The basic cause of most environmental problems is the system of industrial greed: capitalism, both private and state. The owners of industry treat workers like they treat the rest of the environment. Our environmentalism should be based on the understanding that all things are connected.

Workers who are forced to work for wages and those who are able to work outside of the wage system come under industrial-capitalist attack for the same reason: greed. Thus, the workers struggling against the wage system controlled by capitalist industrialists, and those struggling to resist these forces, are all a part of the same struggle. All things are connected.

Often eco-groups will blame both types of workers for things the industrial rulers are responsible for; and the sacrifices these groups call for are often sacrifices the workers have to make.

Many eco-groups are more inclined to look at the effects rather than the real causes of environmental problems. They also tend to focus on pet issues rather than the environment as a whole. They will come out against something they don't like and then present some type of alternative. But often they will not look at the effects that the alternative has on the environment.

A good example of this is solar power. Many of the systems I have seen, which involve moving solar heated water from the panels into the house, use copper tubing. The largest strip mine in the U.S. is a copper mine, which by the way is on land stolen from the Western Shoshone. Anarchist environmentalism must look at the effect everything has on the environment, not just pet issues.

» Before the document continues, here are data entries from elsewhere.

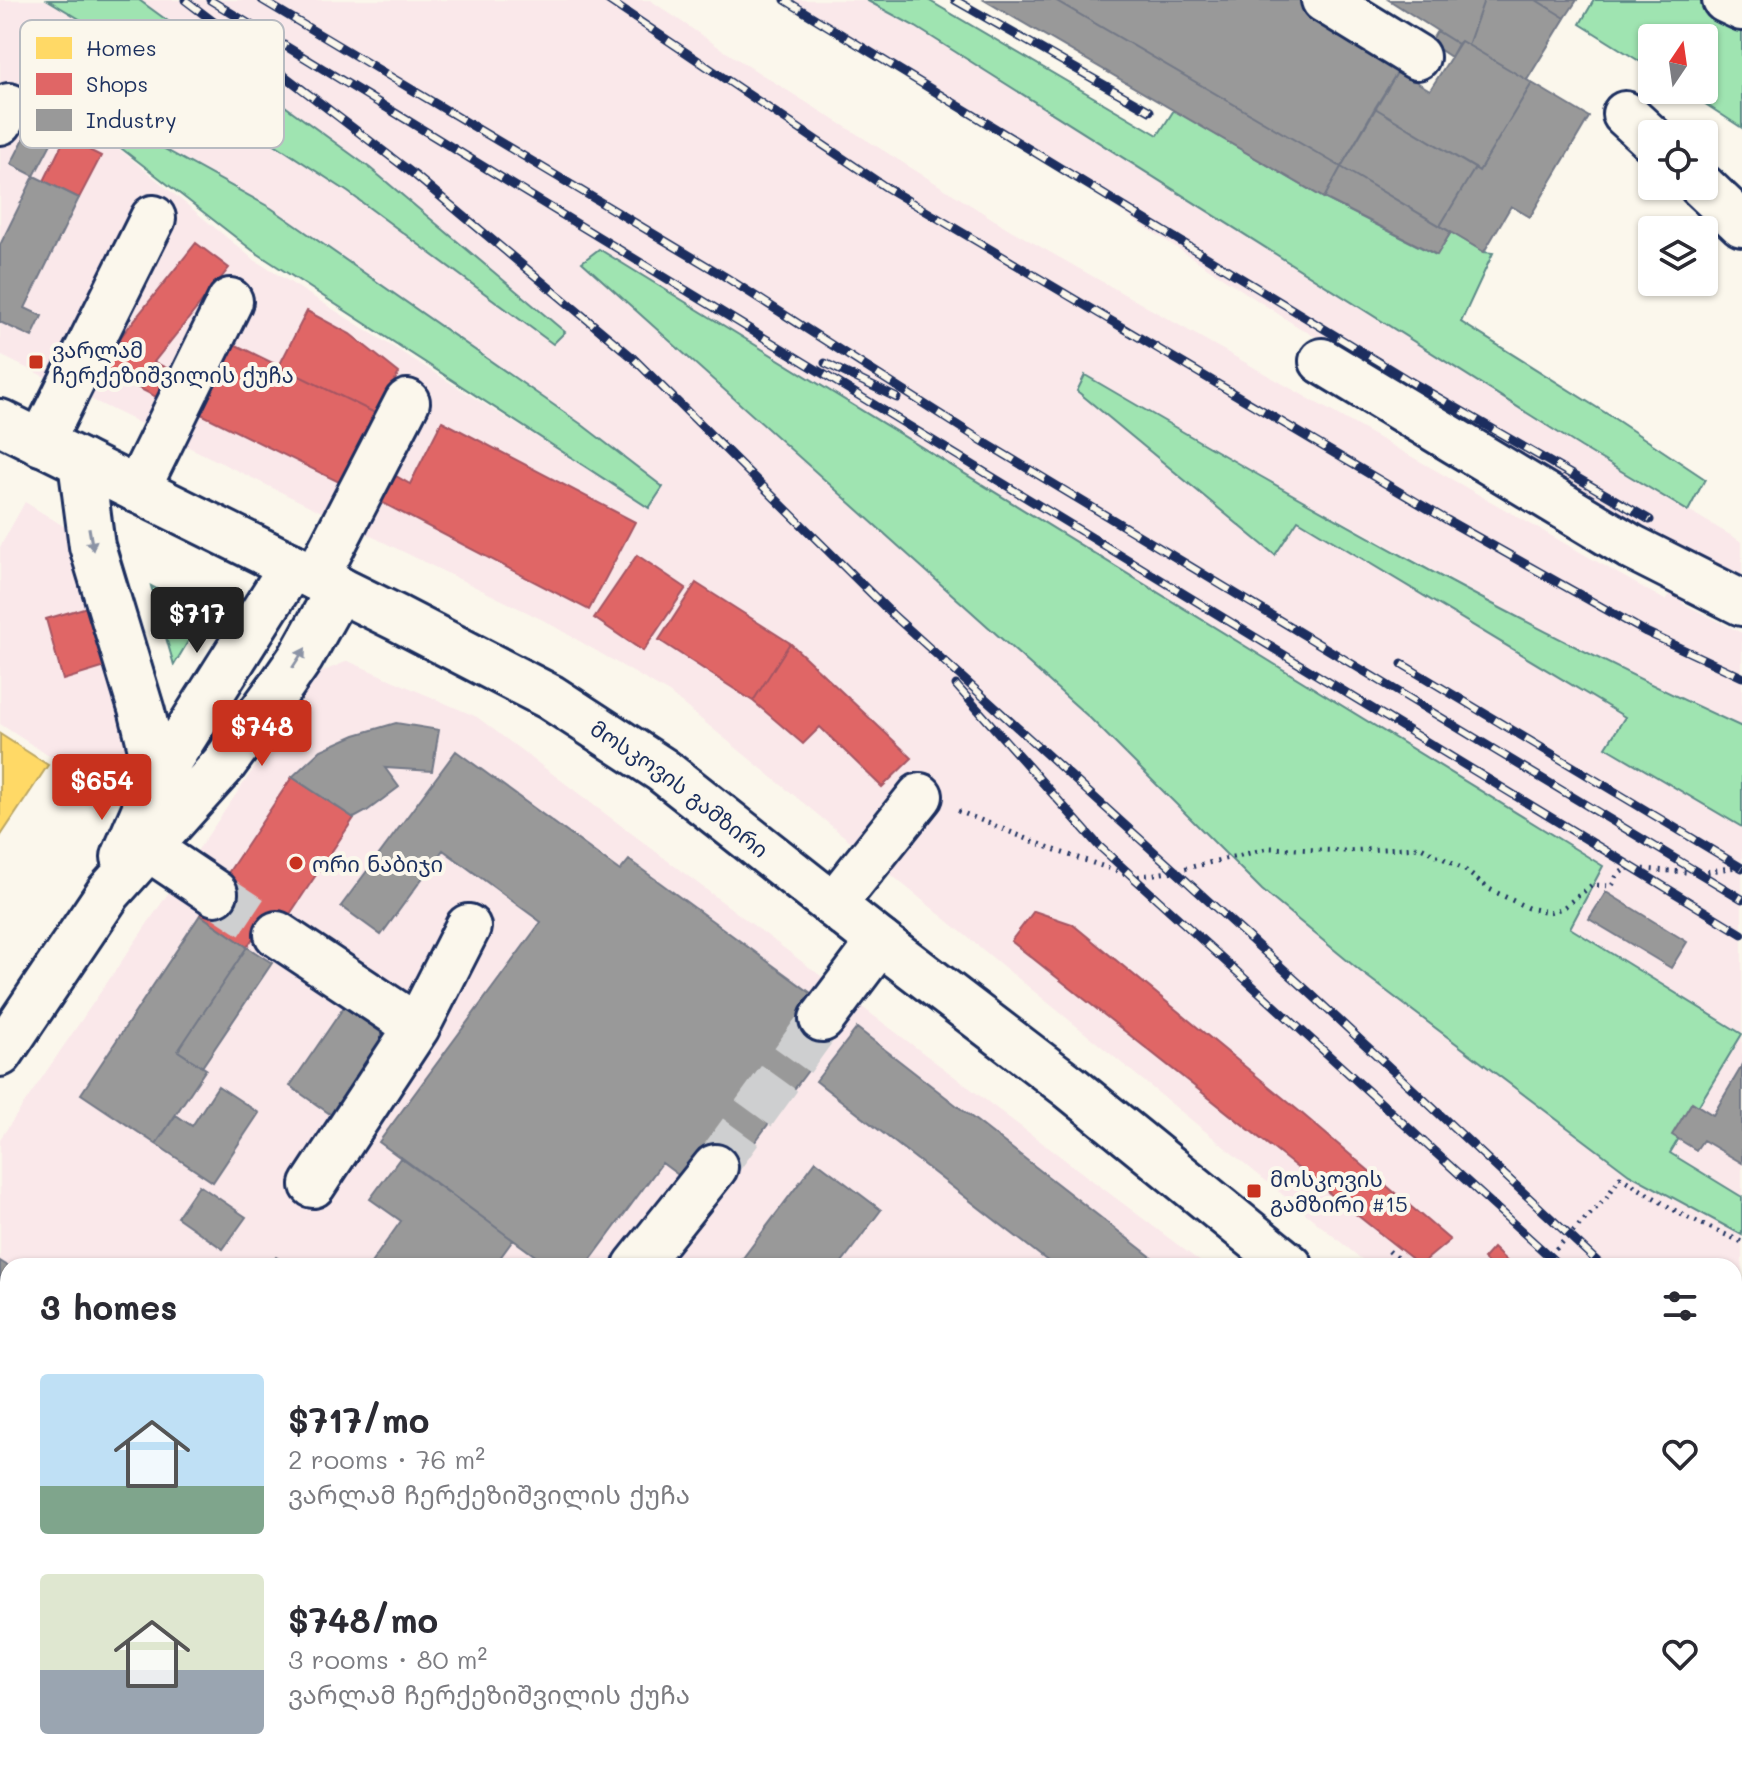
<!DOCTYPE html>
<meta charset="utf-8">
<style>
:root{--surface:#fff;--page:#f2f2f3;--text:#2b2b33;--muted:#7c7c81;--accent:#c8321e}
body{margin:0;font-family:Mali,"Noto Sans Georgian",sans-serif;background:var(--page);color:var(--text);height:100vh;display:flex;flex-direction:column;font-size:30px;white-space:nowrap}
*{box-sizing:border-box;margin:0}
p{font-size:26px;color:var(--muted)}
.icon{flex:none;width:44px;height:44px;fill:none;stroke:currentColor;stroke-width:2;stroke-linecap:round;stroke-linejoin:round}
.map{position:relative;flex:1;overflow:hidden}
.sheet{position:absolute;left:0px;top:1258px;width:1742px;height:514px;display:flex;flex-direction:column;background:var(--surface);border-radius:24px 24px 0 0;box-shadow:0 2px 6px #0004}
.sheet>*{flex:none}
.needle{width:52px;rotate:13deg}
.buttons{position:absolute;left:1638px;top:24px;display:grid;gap:16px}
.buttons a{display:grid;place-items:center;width:80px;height:80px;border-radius:8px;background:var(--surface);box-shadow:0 2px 6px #0004;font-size:40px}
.price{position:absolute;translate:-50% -68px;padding:0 18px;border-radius:8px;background:var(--accent);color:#fff;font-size:26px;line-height:52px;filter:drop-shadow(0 2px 4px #0008)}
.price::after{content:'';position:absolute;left:50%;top:48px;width:24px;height:18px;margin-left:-12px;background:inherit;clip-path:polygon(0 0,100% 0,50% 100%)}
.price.on{background:#222;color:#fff}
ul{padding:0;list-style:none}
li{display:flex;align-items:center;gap:24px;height:200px;padding:0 40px}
li span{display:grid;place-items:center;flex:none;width:224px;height:160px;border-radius:8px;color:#555}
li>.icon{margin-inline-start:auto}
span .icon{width:96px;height:96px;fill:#fffc;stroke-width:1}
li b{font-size:34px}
h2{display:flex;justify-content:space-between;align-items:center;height:96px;padding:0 40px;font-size:34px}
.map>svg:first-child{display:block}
</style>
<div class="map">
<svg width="1742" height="1771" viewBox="0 0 1742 1771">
<rect width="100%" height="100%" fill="#fbf7ec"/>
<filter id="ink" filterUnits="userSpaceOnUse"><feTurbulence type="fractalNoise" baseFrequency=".0125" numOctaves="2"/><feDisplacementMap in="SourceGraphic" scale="16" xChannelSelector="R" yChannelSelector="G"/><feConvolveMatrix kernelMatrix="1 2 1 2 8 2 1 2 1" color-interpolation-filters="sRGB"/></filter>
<g filter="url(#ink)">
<path fill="#fae8ea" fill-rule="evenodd" d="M0,0H48L126,47L348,192L553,344L370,168L139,0H650L726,52L1009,229L1665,600L1696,559L1639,529L1295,325L894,63L786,0H866L916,27L1581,447L1742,542V577L1710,563L1682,603L1742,633V727L1587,654L1234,462L1085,375L1077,391L1275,554L1298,520L1626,717L1607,747L1742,827V1034L1570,928L1602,866L599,249L582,262L1091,719L1262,890L1360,971L1629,1174L1742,1235V1515L1734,1522V1266H1370L669,693L543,620L0,355ZM76,101L650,508L253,259L72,110Z
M25,502L65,527L102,573L128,711L126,806L0,724V547Z
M348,661L477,717L1206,1266H8V1641L0,1635V1139L319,673Z
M1742,1035V1197L1670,1154Z
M0,1669L8,1675V1764H122L131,1771H0Z
M172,1764H1734L1739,1771H181Z"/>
<path fill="#9fe4b1" stroke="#5d8a88" stroke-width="2" d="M48,0H139L370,168L565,332L553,344L348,192L126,47Z
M866,0H928L1158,135L1174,110L1324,198L1436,255L1451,232L1484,252L1493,253L1461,322L1612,417L1705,479L1688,511L1581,447L916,27Z
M1594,0H1701L1742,20V128L1684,90H1704V38H1652V69L1580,24Z
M76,100L271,208L581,424L663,487L649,508L252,250L72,110Z
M599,249L1603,866L1570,928L1742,1034L1670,1153L1742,1197V1235L1629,1174L1360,971L1262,890L1091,719L582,262Z
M1085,375C1299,500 1516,624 1742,727V827L1606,747L1625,717L1298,520L1275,555L1077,391Z
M151,586L204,615L174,665Z
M1453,1764H1704L1710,1771H1638L1635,1767L1628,1771H1461Z"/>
<path fill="#ffd966" stroke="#bba664" stroke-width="2" d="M0,734L48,765L0,837Z"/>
<path fill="#e06666" stroke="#a55664" stroke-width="2" d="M65,138L101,156L79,198L44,181Z
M196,243L229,268L154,362L182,376L168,403L103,370L116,343Z
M307,311L350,334L399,373L375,413L279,366Z
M234,344L375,413L341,483L199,413Z
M442,421L635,522L589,610L381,502L394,475L410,484Z
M637,555L686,588L643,651L594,618Z
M696,583L790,643L753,701L659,640Z
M94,605L112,665L63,680L46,619Z
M790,643L912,758L882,787L820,727L803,744L753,701Z
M292,777L354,818L272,941L257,932L247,947L200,915Z
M1034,911L1072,924L1299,1111L1450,1240L1420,1265L1011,941Z
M1493,1248L1512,1266H1491L1483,1259Z"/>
<path fill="#999" stroke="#737987" stroke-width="2" d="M984,0H1055L1341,167L1324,198Z
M1055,0H1305L1398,71L1341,167Z
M1389,0H1484L1468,45L1461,41L1458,44Z
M1484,0H1536L1565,18L1527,80L1468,45Z
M1536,0H1577L1565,18Z
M1437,31L1458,44L1451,57L1430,43Z
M1461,41L1532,83L1479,171L1375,108L1398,71L1430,90Z
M1532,83L1589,117L1530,217L1511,206L1484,252L1440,226L1475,168L1479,171Z
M42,103L66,115L34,176L11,164Z
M1375,108L1475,168L1440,226L1341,167Z
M1341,167L1451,232L1437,255L1324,198Z
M34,176L79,198L25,308L42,316L32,337L0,322V245Z
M396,723L439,730L432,771L385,768L399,787L367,811L354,818L292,777L321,750L355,735Z
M456,751L620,871L629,860L819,999L828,1023L811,1046L821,1053L729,1177H681L662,1163L586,1266H549L379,1142L541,922L443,850L381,935L341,906Z
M1606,892L1687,942L1671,968L1589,919Z
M200,915L247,947L178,1051L206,1069L156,1144L81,1094Z
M247,947L272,963L202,1067L178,1051Z
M344,1007L386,1036L333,1116L290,1086Z
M857,1028L1154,1259L1149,1266H1054L816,1081Z
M1742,1066V1163L1703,1140L1696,1150L1672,1135L1692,1102L1713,1115Z
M218,1086L259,1113L213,1182L156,1144L176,1115L192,1126Z
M401,1157L513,1240L494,1266H369L401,1221L370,1199Z
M816,1161L881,1210L839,1266H737Z
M199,1185L246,1217L223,1249L177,1217Z
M276,1257L290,1266H270Z
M0,1261L8,1266V1365L0,1377Z
M0,1532L8,1537V1609L0,1603Z
M0,1723L8,1729V1764H52L60,1771H0Z
M369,1764H582L576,1771H363Z
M908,1764H974L983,1771H903Z
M1073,1764H1221L1230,1771H1082Z"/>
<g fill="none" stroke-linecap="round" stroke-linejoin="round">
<path stroke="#cecfd0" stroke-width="44" stroke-dasharray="44 22" stroke-linecap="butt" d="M215,893L277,934
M715,1167L822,1019"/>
<defs>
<path id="minor" d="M1324,0L1417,57
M1725,0L1742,8
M1625,114L1652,139
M0,122L9,106
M1702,186L1742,224
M1322,361L1631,547L1742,603
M41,443L153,218
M81,462L92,546L142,712L158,778
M137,490L230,301
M316,578L407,402
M148,848L215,893
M124,857L158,778L292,566
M833,905L920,796
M277,934L417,1027
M822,1019L880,942
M0,1054L109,892L223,765L283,683L301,657L339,589
M313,1185L417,1027L468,927
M636,1266L715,1167
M0,1445L8,1434
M0,1490L8,1495
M0,1652L8,1658
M145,1764L154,1771
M273,1764L279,1771"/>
<g id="major">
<path id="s1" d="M0,422L397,618L550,697L662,770L880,942L1070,1087L1290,1266"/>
<path d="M1734,1692L1742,1701"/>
</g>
</defs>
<use href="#minor" stroke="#1b2f5e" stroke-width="50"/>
<use href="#major" stroke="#1b2f5e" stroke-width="50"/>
<path stroke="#1b2f5e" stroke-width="5" stroke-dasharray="2 6" stroke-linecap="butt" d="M958,811L1060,852L1135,877L1175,871L1270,848L1345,851L1421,847L1465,870L1489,889L1528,908L1549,912L1563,908L1592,885L1612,886L1617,875L1627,868L1699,873L1742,866
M1389,1251L1406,1266
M1539,1266L1607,1197L1620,1177L1684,1216L1742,1242"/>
<use href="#minor" stroke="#fbf7ec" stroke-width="44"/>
<use href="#major" stroke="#fbf7ec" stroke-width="44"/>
<defs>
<path id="rail" d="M185,0L416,176L632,357L892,614L1311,994L1602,1266
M210,0L1742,934
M262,0L724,276L979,439L1742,899
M608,0L887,188L1447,520L1646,632L1742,677
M785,0L1408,380L1650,520
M955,0L1150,111
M825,363L897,398
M1402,664L1742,868
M956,685L1099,846L1560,1266
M1734,1391L1742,1399
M1734,1433L1742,1441"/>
</defs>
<use href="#rail" stroke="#1b2f5e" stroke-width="9"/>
<use href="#rail" stroke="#fbf7ec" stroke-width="6" stroke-dasharray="18" stroke-linecap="butt"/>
</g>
<defs><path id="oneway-solid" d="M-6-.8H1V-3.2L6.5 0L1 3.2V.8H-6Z" transform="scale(2)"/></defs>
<g fill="#8b93a5">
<use href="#oneway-solid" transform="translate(91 539) rotate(80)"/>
<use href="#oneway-solid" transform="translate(299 658) rotate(-57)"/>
</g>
</g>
<g fill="#c8321e" stroke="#fbf7ec" stroke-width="3">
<rect x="28" y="354" width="16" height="16" rx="4"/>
<circle cx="296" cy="863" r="8"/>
<rect x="1246" y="1183" width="16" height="16" rx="4"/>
</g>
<g text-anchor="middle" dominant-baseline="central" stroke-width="8" stroke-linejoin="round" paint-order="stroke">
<g font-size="22" fill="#1b2f5e" stroke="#fbf7ec" text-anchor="start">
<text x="52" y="349">ვარლამ<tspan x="52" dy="25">ჩერქეზიშვილის ქუჩა</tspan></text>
<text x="312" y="863">ორი ნაბიჯი</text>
<text x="1270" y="1178">მოსკოვის<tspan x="1270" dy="25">გამზირი #15</tspan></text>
</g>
<g font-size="22" fill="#1b2f5e" stroke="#fbf7ec">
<text stroke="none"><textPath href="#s1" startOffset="774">მოსკოვის გამზირი</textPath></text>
</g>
</g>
<rect x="20" y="20" width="264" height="128" rx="12" fill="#fbf7ec" stroke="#b8bbc1" stroke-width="2"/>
<rect x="36" y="37" width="36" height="22" fill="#ffd966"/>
<rect x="36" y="73" width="36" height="22" fill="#e06666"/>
<rect x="36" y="109" width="36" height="22" fill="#999"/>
<g font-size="22" fill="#1b2f5e">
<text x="86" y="56">Homes</text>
<text x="86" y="92">Shops</text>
<text x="86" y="128">Industry</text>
</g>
</svg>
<div class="buttons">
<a><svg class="needle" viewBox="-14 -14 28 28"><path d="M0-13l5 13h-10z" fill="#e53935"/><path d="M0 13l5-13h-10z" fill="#7c7c81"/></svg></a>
<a><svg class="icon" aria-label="locate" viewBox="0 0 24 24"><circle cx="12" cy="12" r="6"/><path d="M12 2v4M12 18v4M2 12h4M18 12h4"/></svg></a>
<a><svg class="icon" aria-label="layers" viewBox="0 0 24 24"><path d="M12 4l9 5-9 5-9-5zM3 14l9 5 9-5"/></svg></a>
</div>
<b class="price on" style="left:197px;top:655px">$717</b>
<b class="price" style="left:262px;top:768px">$748</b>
<b class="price" style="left:102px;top:822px">$654</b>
<section class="sheet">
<h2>3 homes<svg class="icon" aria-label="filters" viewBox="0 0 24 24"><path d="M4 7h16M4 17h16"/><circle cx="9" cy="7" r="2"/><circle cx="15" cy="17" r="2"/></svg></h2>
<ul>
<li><span style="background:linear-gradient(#bfe0f5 70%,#7fa58c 0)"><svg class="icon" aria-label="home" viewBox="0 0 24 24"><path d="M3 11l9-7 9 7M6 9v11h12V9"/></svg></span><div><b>$717/mo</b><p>2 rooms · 76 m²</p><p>ვარლამ ჩერქეზიშვილის ქუჩა</p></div><svg class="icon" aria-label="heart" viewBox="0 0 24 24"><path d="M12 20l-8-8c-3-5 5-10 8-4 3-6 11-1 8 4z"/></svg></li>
<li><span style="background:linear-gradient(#dfe7d0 60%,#9aa5b1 0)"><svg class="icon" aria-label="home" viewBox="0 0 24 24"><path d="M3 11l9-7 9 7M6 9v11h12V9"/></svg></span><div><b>$748/mo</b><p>3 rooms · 80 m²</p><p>ვარლამ ჩერქეზიშვილის ქუჩა</p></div><svg class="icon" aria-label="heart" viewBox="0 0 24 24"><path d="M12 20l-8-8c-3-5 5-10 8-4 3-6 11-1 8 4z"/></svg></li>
</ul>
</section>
</div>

Something that we learn when we take a good look at all industrial production is that all of it contributes to the problem. It is not so much industrial production itself, but rather the values of industrial production: maximum profit for the owners at the expense of everything else.

Just as workers want better pay, so they should want better environmental conditions. Those first exposed to the hazards of industrial production are workers. The next to be exposed are communities of the oppressed (poor workers, African-Americans, Indigenous peoples). When was the last time you saw the owners of industry living next to a chemical plant?

Anarchist environmentalism would start at the point of production and from there struggle for earth-safe production. It would create a struggle against the owners of industry, uniting on-the-job struggles, working class community struggles and the struggles of those who are resisting being taken over by the greedy industrial system.

Given that we are a revolutionary working class organization, we will use the skills of working people to transform the capitalist industrial system into a system where the environment matters and humans are a part of it. We will base our production on the well-being of all living beings rather than the profit of a few capitalists.

This revolutionary struggle will mean that we will be opposed by the owners and that there will be affects on our day to day life. Thus, we need to stand together in solidarity, be it over a strike, the resistance of indigenous people, issues such as racism, or the hardships that change or economic devastation bring down on working class communities.